## TASK DESCRIPTION
Every line that contains the word "ELIZABETH" should be copied from the records below.

(Collected data entries)
[Start of section]

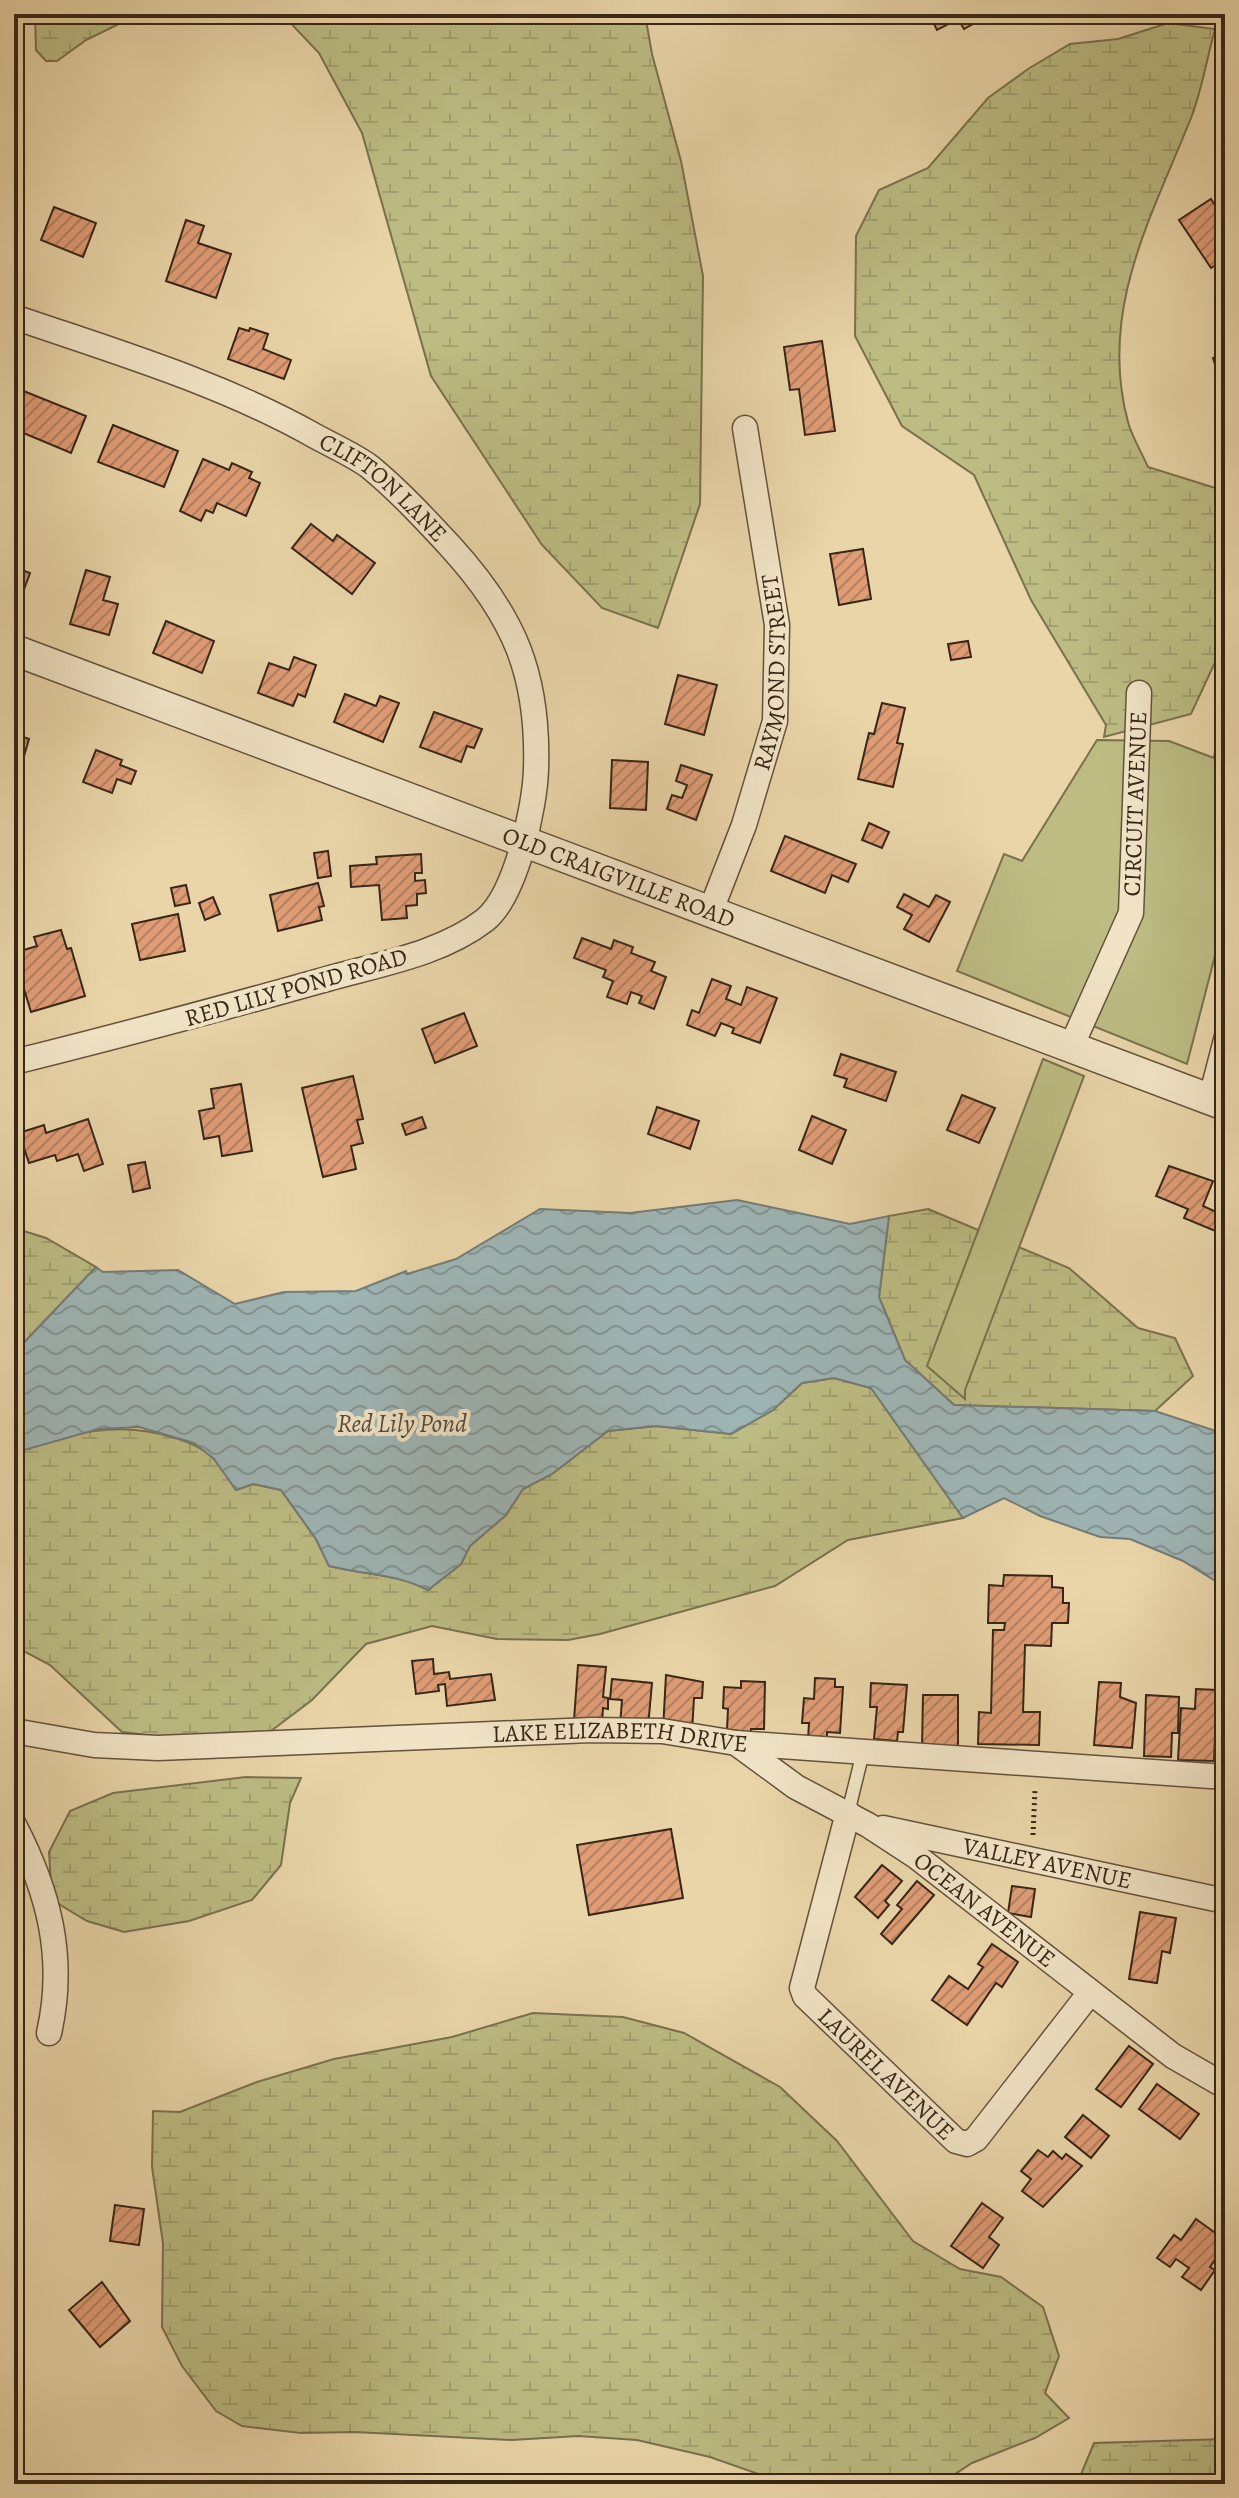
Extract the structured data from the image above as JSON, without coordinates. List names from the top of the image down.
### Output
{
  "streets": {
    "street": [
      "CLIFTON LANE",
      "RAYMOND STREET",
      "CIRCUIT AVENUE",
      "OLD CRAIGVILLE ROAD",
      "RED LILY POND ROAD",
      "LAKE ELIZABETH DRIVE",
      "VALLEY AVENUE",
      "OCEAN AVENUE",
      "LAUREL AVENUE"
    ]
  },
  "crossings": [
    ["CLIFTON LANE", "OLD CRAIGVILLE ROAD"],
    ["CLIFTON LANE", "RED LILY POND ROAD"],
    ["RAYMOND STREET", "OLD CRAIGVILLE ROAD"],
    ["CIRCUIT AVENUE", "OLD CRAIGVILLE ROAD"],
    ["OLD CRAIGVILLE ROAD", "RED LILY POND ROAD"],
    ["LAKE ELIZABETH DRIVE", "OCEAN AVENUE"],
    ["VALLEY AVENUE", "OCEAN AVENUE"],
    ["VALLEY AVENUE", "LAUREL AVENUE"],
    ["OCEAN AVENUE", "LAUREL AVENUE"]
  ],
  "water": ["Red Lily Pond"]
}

[End of section]

## TASK SOLUTION
      "LAKE ELIZABETH DRIVE",
    ["LAKE ELIZABETH DRIVE", "OCEAN AVENUE"],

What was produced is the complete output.